> _Task statement_
Reproduce word for word the lines between those holding "469,242 L 568,242" and "M 515,605 L 644,611 L 638,669 L 502,662 Z", inclusive, and nothing else from the data below.

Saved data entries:
=== Begin Enclosure ===

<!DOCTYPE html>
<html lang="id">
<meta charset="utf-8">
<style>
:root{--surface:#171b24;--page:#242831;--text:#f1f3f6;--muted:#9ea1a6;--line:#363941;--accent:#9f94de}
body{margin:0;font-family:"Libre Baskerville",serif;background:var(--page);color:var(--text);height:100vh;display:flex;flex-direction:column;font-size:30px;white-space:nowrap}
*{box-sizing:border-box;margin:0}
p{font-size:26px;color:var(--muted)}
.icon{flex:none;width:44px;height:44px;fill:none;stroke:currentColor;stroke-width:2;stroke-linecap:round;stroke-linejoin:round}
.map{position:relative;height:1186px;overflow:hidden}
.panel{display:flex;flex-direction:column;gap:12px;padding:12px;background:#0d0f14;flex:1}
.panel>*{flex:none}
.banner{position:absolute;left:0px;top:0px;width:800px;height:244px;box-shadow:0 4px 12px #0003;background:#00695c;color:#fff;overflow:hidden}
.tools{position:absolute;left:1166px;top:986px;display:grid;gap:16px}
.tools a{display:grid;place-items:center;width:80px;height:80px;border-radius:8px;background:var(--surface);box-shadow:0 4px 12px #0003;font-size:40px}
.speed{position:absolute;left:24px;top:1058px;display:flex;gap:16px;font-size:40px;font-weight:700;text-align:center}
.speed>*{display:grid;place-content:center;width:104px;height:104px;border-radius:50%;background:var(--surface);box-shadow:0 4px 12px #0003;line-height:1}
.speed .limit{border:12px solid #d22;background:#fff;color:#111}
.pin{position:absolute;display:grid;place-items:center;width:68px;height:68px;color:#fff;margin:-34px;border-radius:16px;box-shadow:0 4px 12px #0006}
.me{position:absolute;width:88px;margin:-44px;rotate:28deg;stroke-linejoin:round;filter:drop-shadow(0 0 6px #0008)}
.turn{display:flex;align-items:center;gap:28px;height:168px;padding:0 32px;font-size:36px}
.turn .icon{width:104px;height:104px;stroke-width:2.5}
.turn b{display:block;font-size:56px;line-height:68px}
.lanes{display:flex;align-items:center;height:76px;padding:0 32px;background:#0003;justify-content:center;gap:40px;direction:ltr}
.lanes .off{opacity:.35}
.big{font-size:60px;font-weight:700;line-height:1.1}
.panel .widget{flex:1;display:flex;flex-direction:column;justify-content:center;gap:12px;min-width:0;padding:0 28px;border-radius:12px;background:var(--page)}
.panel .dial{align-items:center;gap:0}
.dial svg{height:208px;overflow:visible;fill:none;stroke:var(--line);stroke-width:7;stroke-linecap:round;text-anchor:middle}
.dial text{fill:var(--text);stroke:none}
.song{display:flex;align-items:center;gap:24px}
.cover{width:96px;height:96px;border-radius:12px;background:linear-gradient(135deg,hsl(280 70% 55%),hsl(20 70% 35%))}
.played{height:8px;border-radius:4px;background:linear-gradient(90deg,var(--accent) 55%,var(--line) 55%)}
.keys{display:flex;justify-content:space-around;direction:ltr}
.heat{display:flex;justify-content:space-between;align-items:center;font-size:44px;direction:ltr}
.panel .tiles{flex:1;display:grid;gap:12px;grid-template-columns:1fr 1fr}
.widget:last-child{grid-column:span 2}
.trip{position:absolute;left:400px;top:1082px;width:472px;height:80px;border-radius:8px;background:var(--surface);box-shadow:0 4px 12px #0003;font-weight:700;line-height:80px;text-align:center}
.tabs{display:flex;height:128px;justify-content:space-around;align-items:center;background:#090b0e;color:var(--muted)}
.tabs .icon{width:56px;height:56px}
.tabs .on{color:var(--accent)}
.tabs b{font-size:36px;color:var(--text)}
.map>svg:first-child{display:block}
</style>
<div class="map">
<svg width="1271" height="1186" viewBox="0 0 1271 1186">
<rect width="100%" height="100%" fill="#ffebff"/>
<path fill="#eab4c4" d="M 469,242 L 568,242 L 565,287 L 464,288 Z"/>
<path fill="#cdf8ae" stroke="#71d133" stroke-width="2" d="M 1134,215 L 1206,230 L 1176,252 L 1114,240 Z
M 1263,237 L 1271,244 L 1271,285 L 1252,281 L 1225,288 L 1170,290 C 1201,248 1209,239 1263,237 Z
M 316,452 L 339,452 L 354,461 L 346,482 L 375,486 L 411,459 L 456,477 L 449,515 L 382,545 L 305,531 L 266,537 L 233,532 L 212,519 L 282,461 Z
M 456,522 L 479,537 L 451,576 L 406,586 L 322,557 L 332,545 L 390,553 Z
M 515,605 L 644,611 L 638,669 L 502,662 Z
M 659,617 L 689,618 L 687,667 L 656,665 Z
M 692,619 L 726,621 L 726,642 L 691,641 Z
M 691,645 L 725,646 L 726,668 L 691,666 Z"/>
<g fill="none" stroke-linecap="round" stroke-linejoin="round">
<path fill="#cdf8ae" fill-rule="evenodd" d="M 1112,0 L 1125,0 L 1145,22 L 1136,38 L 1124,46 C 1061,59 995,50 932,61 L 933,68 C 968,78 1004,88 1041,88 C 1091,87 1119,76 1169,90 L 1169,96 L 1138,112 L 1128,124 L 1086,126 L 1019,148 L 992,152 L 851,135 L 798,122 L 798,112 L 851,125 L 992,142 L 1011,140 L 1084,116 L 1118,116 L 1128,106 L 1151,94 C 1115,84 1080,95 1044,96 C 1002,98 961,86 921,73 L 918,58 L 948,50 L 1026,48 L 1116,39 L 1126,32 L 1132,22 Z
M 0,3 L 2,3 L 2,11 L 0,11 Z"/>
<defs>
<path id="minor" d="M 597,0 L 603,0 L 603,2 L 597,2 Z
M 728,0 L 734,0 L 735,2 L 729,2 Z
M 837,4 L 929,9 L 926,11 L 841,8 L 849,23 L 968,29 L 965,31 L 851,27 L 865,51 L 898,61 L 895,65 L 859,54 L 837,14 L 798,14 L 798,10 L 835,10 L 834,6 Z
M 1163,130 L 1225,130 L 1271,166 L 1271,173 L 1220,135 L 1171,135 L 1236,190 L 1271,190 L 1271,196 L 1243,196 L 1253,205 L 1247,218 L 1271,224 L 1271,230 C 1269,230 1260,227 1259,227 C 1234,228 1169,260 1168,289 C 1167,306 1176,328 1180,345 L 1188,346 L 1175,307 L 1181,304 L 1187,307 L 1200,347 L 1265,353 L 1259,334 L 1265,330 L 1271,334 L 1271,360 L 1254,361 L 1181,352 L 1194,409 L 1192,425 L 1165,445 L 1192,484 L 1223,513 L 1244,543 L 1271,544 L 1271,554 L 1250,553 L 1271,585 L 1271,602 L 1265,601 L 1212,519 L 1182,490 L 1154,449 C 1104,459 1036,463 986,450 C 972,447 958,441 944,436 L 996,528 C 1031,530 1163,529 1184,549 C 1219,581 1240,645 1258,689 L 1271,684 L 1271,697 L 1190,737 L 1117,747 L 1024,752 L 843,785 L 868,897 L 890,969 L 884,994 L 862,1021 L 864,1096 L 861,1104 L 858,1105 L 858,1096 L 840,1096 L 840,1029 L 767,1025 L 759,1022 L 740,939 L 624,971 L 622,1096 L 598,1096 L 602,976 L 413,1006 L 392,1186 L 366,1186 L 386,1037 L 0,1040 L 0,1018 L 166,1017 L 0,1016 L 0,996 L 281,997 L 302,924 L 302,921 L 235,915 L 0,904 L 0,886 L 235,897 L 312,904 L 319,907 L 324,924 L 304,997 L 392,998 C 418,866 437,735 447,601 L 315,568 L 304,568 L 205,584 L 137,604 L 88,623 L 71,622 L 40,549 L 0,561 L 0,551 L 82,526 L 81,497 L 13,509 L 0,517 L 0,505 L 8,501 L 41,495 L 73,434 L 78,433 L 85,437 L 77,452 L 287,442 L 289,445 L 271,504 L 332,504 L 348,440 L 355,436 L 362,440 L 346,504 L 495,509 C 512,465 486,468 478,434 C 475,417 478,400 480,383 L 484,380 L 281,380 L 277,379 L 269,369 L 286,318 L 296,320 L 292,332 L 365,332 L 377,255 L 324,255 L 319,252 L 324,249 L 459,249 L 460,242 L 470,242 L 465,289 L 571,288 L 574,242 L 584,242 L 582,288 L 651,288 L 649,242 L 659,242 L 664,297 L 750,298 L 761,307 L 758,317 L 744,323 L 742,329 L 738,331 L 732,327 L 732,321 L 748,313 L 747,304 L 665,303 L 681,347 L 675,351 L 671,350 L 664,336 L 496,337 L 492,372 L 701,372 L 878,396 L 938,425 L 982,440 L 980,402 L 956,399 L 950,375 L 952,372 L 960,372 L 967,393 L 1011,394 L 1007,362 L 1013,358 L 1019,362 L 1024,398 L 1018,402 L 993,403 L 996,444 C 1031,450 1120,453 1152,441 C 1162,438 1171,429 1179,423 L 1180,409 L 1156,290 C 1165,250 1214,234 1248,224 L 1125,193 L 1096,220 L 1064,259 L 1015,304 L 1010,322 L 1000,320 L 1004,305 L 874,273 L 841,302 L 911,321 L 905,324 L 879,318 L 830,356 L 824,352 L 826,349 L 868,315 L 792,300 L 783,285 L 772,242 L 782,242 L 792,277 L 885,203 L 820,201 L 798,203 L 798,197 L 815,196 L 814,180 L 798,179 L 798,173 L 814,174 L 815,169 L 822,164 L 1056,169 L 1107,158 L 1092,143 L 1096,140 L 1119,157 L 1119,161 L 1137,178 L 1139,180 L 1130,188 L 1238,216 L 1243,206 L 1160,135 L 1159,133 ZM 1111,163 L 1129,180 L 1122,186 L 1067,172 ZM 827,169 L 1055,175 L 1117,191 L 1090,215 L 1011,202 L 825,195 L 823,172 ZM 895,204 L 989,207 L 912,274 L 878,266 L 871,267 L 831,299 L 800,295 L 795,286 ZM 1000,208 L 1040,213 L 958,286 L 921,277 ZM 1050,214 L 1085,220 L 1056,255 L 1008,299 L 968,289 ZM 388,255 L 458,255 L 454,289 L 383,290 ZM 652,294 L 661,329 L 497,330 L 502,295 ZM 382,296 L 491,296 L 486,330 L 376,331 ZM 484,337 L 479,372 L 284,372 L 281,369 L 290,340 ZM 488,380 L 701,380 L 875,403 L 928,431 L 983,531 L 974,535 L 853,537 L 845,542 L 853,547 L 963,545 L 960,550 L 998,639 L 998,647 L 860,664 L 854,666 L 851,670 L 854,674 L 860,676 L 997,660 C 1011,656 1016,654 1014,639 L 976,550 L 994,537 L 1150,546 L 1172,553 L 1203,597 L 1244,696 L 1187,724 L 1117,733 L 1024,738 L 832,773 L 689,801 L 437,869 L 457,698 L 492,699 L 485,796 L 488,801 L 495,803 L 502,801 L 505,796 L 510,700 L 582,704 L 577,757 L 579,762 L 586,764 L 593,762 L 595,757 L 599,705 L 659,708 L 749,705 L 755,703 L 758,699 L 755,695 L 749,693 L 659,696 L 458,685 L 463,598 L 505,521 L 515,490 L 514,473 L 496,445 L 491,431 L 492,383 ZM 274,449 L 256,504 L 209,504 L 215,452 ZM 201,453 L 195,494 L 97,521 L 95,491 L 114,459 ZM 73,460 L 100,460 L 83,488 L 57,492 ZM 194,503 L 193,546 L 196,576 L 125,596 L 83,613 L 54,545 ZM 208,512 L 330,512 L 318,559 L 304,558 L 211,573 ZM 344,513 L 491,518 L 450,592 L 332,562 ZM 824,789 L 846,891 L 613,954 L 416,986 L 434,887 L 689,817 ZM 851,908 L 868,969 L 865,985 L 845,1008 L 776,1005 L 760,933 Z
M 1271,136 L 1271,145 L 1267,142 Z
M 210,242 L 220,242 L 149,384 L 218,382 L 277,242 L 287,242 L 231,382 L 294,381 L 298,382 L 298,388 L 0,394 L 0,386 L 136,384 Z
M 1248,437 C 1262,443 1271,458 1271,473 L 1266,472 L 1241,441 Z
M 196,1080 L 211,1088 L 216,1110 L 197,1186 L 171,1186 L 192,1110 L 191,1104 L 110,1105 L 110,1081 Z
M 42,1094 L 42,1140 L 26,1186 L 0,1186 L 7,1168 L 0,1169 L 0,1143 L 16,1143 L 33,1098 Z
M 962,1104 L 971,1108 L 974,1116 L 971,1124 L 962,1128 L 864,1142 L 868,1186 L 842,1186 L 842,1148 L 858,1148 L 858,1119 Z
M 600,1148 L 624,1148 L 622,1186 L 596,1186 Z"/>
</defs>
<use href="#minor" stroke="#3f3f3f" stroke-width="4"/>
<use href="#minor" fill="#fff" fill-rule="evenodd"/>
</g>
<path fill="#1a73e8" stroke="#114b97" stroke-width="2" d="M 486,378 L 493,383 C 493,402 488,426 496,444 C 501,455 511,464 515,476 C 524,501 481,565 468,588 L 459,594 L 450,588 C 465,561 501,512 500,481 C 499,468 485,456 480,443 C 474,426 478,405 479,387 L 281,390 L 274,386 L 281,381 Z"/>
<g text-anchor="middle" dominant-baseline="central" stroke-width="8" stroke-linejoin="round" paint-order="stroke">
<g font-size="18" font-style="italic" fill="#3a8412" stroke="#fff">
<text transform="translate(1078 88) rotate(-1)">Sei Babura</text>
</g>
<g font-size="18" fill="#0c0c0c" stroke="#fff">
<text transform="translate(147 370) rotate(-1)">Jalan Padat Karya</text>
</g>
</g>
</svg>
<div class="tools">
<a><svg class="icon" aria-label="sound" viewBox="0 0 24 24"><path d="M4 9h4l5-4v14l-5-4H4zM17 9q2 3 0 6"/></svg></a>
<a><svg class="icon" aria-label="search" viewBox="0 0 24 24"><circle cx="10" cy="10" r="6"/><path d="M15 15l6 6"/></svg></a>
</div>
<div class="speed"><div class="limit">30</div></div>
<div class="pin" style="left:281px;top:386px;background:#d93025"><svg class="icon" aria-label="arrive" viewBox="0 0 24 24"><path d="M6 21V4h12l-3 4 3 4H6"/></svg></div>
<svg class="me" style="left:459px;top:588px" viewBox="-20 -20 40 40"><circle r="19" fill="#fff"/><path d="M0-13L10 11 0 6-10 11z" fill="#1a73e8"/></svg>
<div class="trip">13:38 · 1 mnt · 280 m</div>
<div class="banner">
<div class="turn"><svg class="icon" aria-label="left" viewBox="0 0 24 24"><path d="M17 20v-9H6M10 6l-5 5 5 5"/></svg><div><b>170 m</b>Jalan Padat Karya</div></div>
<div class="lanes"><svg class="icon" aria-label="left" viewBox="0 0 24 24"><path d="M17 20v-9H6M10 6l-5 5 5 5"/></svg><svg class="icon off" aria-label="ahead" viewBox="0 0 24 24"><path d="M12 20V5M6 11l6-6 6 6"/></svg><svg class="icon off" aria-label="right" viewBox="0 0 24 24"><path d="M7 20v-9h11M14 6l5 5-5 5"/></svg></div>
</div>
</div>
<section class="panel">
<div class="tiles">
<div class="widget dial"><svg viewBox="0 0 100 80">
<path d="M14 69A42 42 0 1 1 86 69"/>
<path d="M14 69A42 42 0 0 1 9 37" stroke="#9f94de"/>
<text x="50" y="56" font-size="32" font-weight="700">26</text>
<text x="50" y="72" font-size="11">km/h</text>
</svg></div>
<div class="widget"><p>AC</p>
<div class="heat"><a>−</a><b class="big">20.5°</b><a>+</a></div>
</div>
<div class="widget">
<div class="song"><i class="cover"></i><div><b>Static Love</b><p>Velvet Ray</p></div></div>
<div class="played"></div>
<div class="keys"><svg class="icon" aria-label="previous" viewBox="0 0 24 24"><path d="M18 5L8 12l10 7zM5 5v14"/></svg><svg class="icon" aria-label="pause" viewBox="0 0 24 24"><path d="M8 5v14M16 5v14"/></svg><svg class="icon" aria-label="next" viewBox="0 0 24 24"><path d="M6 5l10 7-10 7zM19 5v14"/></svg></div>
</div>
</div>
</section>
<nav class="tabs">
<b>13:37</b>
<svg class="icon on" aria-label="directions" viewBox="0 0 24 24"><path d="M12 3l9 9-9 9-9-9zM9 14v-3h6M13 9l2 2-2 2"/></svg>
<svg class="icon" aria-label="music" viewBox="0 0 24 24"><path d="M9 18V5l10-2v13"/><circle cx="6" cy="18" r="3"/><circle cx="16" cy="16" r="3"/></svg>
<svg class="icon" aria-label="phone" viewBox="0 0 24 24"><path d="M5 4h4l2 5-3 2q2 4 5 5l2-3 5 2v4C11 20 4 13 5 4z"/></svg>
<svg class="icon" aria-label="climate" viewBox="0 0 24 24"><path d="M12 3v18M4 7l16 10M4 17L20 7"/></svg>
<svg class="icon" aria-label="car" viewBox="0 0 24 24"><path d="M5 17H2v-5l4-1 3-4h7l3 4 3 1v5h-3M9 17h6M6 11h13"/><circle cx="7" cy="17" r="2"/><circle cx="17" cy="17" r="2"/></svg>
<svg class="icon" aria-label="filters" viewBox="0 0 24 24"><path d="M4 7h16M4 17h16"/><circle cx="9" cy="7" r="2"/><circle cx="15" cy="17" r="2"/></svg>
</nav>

=== End Enclosure ===

> _The answer_
<path fill="#eab4c4" d="M 469,242 L 568,242 L 565,287 L 464,288 Z"/>
<path fill="#cdf8ae" stroke="#71d133" stroke-width="2" d="M 1134,215 L 1206,230 L 1176,252 L 1114,240 Z
M 1263,237 L 1271,244 L 1271,285 L 1252,281 L 1225,288 L 1170,290 C 1201,248 1209,239 1263,237 Z
M 316,452 L 339,452 L 354,461 L 346,482 L 375,486 L 411,459 L 456,477 L 449,515 L 382,545 L 305,531 L 266,537 L 233,532 L 212,519 L 282,461 Z
M 456,522 L 479,537 L 451,576 L 406,586 L 322,557 L 332,545 L 390,553 Z
M 515,605 L 644,611 L 638,669 L 502,662 Z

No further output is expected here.